About this exercise: Only the lines from the beginning of the data below through the line that contains "width:45px; height:45px; display:grid;" should be repeated, exactly as written.

*** Block opens ***

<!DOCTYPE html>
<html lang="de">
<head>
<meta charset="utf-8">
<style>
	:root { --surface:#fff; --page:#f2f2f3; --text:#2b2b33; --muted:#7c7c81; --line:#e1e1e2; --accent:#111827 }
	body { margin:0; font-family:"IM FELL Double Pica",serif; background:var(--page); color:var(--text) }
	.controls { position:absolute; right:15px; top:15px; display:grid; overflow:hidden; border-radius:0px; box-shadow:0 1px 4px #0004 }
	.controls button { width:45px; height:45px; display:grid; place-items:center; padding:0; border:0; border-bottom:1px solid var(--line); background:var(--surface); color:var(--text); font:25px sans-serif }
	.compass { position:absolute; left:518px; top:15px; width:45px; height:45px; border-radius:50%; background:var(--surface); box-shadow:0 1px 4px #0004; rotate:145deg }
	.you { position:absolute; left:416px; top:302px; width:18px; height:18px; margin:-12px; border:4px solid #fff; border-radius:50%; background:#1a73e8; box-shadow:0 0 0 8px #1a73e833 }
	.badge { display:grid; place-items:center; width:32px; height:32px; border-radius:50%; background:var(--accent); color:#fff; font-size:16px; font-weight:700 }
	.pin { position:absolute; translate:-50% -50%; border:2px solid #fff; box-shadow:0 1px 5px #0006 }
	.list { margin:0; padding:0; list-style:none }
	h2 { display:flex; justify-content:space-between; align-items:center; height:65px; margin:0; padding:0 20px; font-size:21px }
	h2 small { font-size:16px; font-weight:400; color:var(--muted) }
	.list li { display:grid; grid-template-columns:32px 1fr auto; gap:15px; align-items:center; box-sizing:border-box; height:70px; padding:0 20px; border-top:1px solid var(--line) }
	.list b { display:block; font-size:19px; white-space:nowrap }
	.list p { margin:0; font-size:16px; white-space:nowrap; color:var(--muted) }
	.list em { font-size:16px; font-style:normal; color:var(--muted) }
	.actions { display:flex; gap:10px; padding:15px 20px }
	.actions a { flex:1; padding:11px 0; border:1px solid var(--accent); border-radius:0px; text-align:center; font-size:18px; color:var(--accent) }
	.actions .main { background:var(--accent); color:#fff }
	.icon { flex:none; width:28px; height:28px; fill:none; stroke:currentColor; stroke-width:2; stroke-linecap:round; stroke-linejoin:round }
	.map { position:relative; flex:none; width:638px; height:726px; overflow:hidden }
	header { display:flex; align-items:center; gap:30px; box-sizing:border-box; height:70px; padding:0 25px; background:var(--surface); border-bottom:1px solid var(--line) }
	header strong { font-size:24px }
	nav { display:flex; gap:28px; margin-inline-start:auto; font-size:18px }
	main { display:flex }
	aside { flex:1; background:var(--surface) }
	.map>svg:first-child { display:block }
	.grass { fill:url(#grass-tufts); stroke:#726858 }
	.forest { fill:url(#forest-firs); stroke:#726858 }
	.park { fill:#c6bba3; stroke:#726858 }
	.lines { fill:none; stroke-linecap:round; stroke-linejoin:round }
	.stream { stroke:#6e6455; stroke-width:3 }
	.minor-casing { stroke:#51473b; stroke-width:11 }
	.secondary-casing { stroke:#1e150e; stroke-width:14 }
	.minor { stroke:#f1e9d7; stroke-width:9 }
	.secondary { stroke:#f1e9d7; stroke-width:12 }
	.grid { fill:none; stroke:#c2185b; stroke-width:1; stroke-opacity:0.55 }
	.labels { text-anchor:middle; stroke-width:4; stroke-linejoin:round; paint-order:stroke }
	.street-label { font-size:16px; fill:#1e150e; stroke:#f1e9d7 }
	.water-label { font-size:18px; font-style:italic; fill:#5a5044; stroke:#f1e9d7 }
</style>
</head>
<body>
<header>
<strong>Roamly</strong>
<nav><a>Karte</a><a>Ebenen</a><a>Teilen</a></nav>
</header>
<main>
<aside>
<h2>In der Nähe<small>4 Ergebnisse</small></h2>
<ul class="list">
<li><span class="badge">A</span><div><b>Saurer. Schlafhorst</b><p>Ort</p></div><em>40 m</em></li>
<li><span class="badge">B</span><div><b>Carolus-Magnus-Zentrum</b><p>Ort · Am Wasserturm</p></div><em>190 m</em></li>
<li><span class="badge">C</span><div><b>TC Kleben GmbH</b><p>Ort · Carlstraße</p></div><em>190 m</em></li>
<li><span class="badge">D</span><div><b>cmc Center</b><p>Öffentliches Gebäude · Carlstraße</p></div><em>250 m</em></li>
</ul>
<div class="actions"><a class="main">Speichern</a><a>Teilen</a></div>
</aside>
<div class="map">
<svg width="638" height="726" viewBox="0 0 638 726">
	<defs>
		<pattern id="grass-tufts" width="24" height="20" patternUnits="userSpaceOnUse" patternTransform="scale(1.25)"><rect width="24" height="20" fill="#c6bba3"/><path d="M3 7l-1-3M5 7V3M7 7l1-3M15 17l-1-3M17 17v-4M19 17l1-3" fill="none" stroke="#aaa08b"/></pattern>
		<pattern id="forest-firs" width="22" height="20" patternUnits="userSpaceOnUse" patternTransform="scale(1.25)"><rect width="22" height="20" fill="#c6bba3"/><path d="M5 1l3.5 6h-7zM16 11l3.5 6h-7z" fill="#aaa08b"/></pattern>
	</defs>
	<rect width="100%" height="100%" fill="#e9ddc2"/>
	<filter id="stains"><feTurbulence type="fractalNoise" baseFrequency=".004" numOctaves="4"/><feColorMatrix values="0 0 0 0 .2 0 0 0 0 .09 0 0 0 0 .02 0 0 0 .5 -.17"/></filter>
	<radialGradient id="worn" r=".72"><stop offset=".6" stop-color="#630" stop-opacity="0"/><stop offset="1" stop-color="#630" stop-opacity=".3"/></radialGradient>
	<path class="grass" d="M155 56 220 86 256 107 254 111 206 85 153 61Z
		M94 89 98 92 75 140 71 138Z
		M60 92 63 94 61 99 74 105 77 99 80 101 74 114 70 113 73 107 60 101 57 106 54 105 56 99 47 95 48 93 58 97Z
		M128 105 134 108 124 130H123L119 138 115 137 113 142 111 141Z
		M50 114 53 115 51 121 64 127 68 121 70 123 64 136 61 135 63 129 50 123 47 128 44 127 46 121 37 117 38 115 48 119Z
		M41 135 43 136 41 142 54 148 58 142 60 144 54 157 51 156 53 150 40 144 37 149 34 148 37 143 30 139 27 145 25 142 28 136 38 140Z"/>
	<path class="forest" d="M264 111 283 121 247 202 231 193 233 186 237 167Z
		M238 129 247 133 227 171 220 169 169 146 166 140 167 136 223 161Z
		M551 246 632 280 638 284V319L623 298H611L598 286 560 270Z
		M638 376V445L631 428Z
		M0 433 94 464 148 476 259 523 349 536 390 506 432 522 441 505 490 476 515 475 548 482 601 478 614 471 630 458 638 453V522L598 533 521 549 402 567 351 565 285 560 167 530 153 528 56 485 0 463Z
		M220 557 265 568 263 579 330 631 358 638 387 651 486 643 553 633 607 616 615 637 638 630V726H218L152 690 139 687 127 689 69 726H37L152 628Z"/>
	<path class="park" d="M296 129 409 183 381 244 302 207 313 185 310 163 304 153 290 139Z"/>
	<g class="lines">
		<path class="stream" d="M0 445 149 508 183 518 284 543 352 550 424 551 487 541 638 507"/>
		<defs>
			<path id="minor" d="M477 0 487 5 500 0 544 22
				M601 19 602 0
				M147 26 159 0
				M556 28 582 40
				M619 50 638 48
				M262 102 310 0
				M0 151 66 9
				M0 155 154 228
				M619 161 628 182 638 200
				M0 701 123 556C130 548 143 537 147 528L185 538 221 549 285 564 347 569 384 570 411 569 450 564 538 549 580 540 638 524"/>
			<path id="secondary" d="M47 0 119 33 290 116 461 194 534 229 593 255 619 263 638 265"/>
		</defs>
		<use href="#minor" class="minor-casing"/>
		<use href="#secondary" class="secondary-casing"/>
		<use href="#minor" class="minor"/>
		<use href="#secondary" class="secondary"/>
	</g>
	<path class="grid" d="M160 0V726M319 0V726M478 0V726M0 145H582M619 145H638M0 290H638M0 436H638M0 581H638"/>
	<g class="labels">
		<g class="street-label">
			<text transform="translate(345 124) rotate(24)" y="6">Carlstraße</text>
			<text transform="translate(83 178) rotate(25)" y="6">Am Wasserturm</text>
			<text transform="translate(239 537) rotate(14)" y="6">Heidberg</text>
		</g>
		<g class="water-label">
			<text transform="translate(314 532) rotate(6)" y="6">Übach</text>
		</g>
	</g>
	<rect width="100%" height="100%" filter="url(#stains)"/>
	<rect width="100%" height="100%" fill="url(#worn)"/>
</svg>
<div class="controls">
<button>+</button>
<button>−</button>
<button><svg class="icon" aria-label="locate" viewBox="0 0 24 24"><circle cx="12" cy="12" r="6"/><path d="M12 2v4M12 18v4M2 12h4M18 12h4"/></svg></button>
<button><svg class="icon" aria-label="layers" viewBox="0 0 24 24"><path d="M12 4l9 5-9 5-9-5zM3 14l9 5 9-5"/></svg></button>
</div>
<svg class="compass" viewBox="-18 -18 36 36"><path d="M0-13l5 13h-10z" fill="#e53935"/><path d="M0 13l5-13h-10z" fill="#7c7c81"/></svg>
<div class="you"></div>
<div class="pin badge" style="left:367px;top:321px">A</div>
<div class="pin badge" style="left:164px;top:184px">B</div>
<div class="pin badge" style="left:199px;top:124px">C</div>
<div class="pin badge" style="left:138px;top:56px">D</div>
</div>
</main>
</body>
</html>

*** Block closes ***

Written response:
<!DOCTYPE html>
<html lang="de">
<head>
<meta charset="utf-8">
<style>
	:root { --surface:#fff; --page:#f2f2f3; --text:#2b2b33; --muted:#7c7c81; --line:#e1e1e2; --accent:#111827 }
	body { margin:0; font-family:"IM FELL Double Pica",serif; background:var(--page); color:var(--text) }
	.controls { position:absolute; right:15px; top:15px; display:grid; overflow:hidden; border-radius:0px; box-shadow:0 1px 4px #0004 }
	.controls button { width:45px; height:45px; display:grid; place-items:center; padding:0; border:0; border-bottom:1px solid var(--line); background:var(--surface); color:var(--text); font:25px sans-serif }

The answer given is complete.